Pasteurs et jardiniers, deux conceptions du monde (page 102 > 105)
Cette préoccupation des différences de mentalité, je les exprimai différemment à   Mme J-Brunhes Delamarre dans une lettre de 1948 :
« En Occident et au proche-Orient — Importance de l’élevage du bétail, on n’hésite pas à taper sur les vaches. En Indochine un petit gosse mène paître le buffle, et c’est le buffle qui le défendra du tigre, tandis qu’en Occident c’est le berger qui protège les moutons du loup. En Indochine les cochons se gardent tout seuls, le fils prodigue serait en chômage.

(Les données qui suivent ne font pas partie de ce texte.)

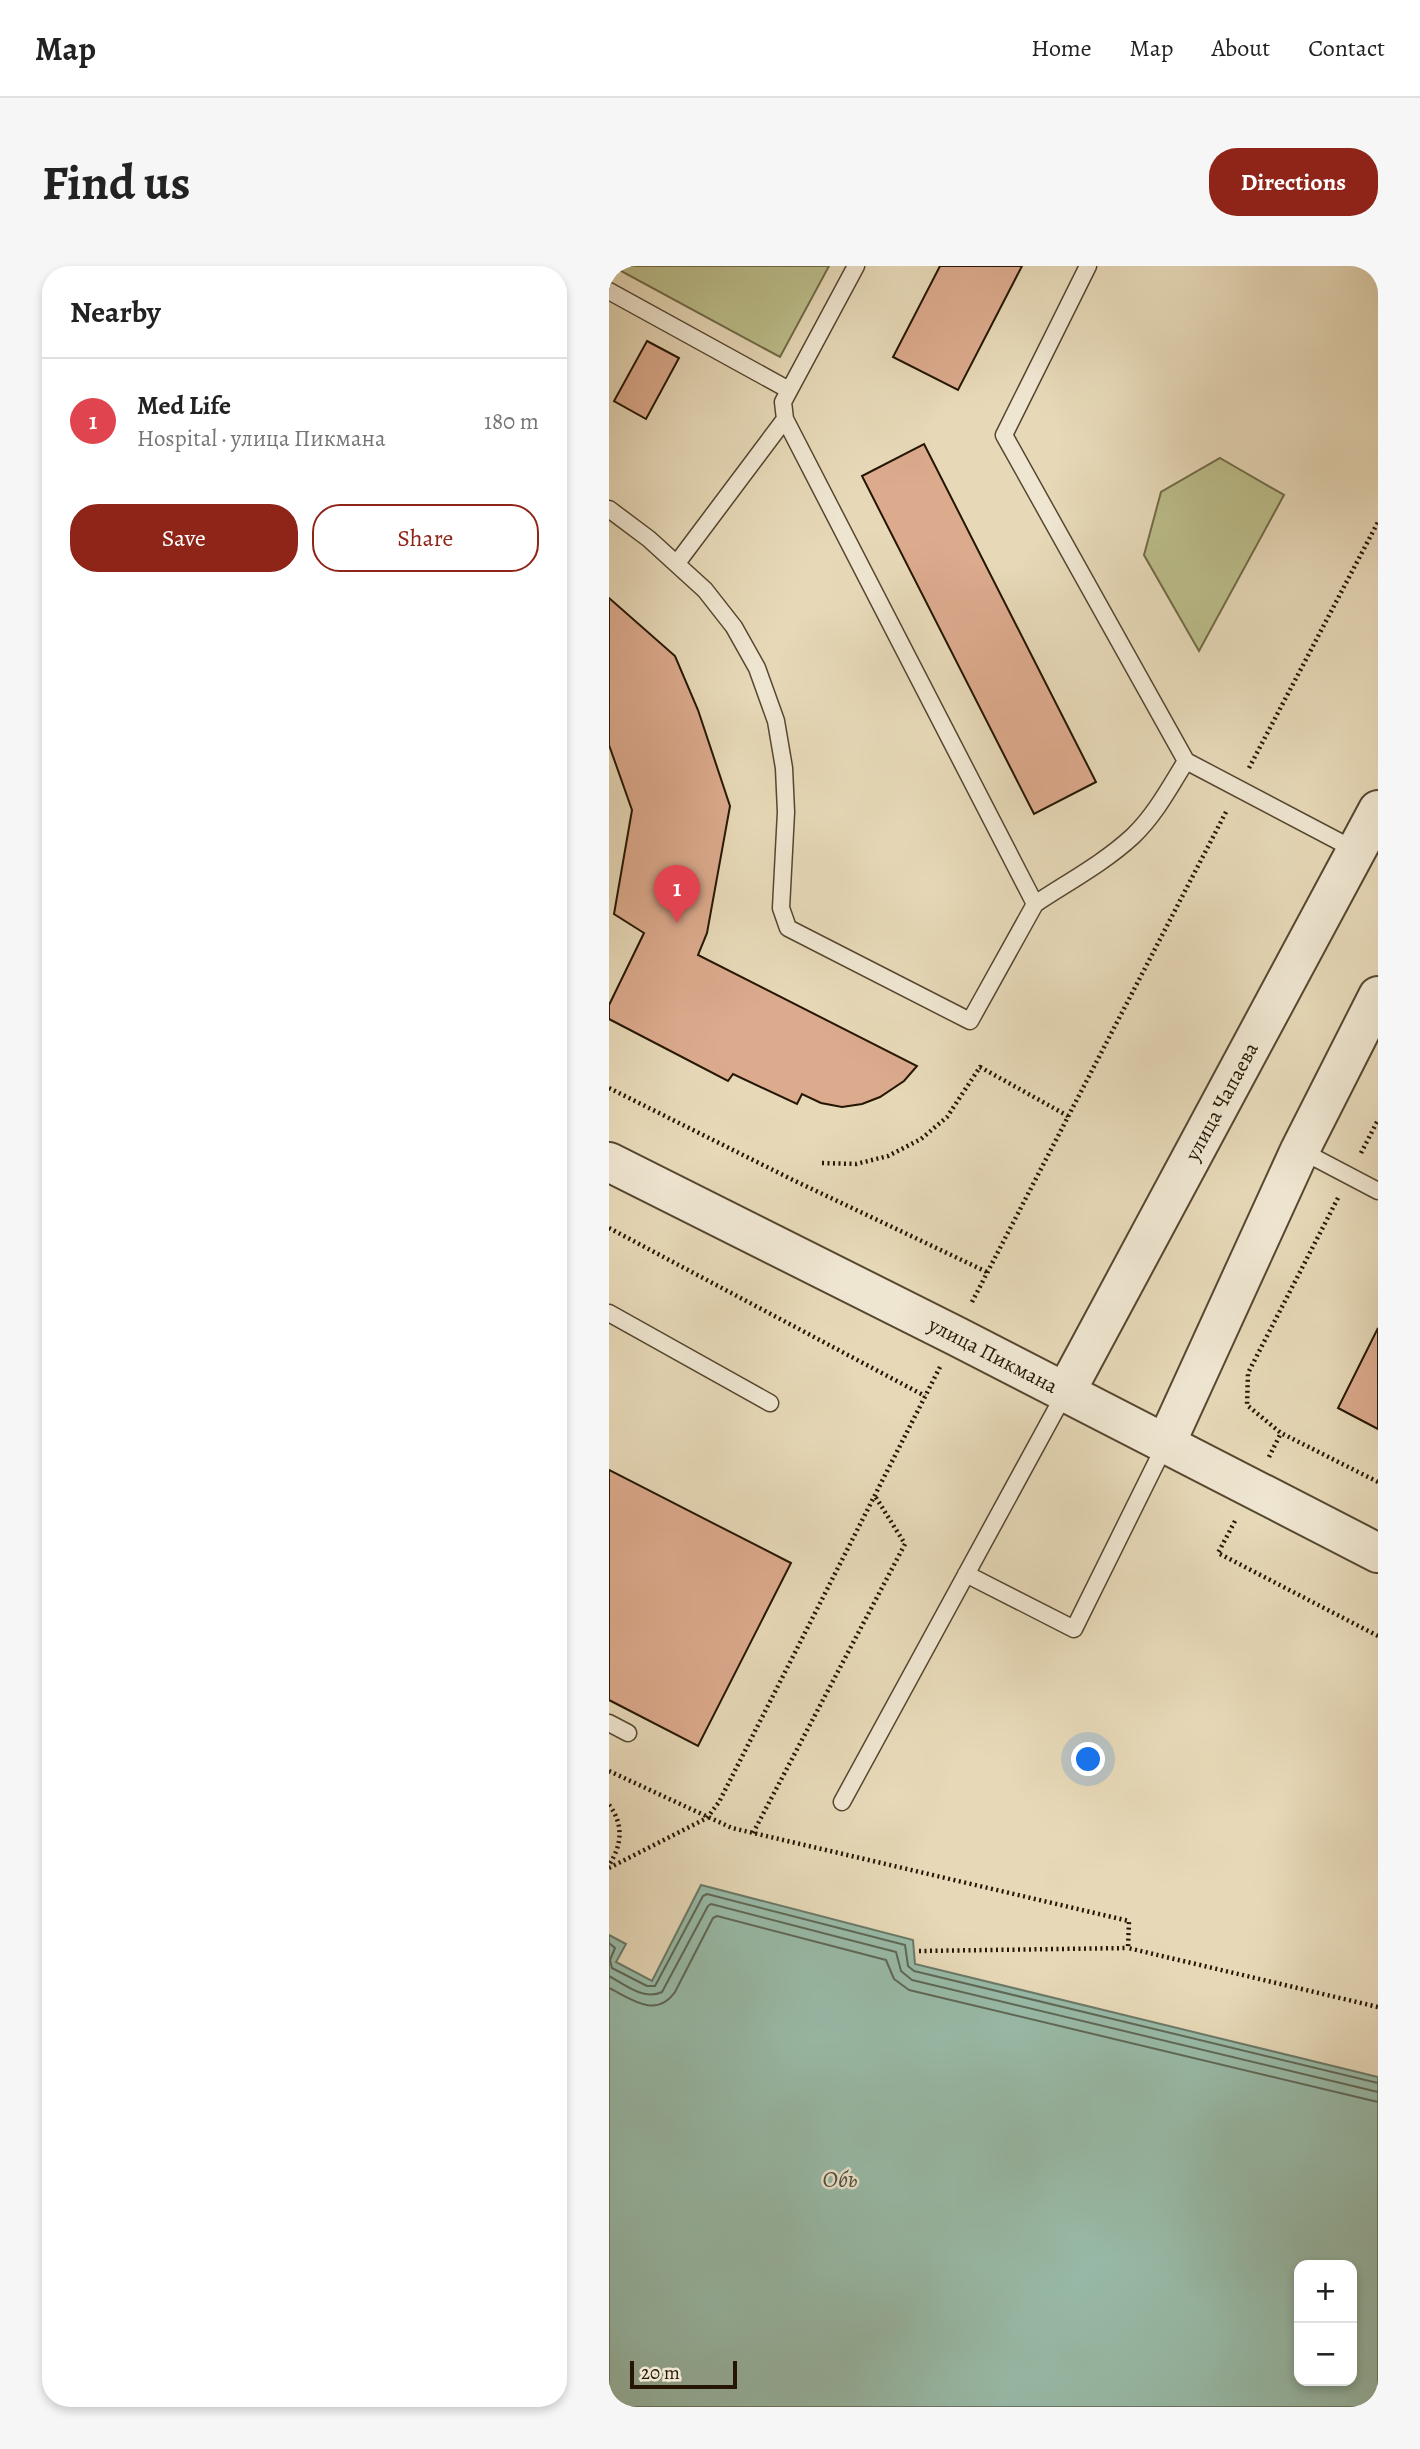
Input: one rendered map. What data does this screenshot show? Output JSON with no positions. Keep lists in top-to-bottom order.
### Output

En Occident le berger commande, protège son troupeau : origine de la mentalité « paternaliste », le berger sait mieux que le mouton ce qu’il faut à celui-ci comme pâture; (bien sûr en Chine le mandarin est « père et mère » du peuple, mais les parents ne « commandent » pas aux gosses qui sont insupportables V. P. Licent), c’est ce qui a permis le développement de l’esclavage de l’antiquité. Marx et Engels ont parlé de trois stades de développement: société esclavagiste de l’antiquité, société féodale du Moyen Age et société bourgeoise moderne. Mais le développement d’une société esclavagiste, où l’esclave est un moyen de production et non pas un luxe de consommation, n’a été possible que dans une société à élevage; (pour le paysan chinois sans bétail, les plantes ça pousse tout seul, il n’a pas à taper dessus et à crier après; labourage et sarclage sont un rituel qui agit à distance sur la plante — on ne la touche qu’à la récolte, comme le rentier ne voit le tenancier que pour toucher le terme), où l’on dirige techniquement. D’où la dureté des rapports humains en Occident. Les classes inférieures veulent s’élever, non pas pour ne plus travailler (comme en Chine) mais pour ne plus être commandées et pour commander à leur tour. Il ne s’agit pas de gagner du prestige, de la face, mais de l’autorité.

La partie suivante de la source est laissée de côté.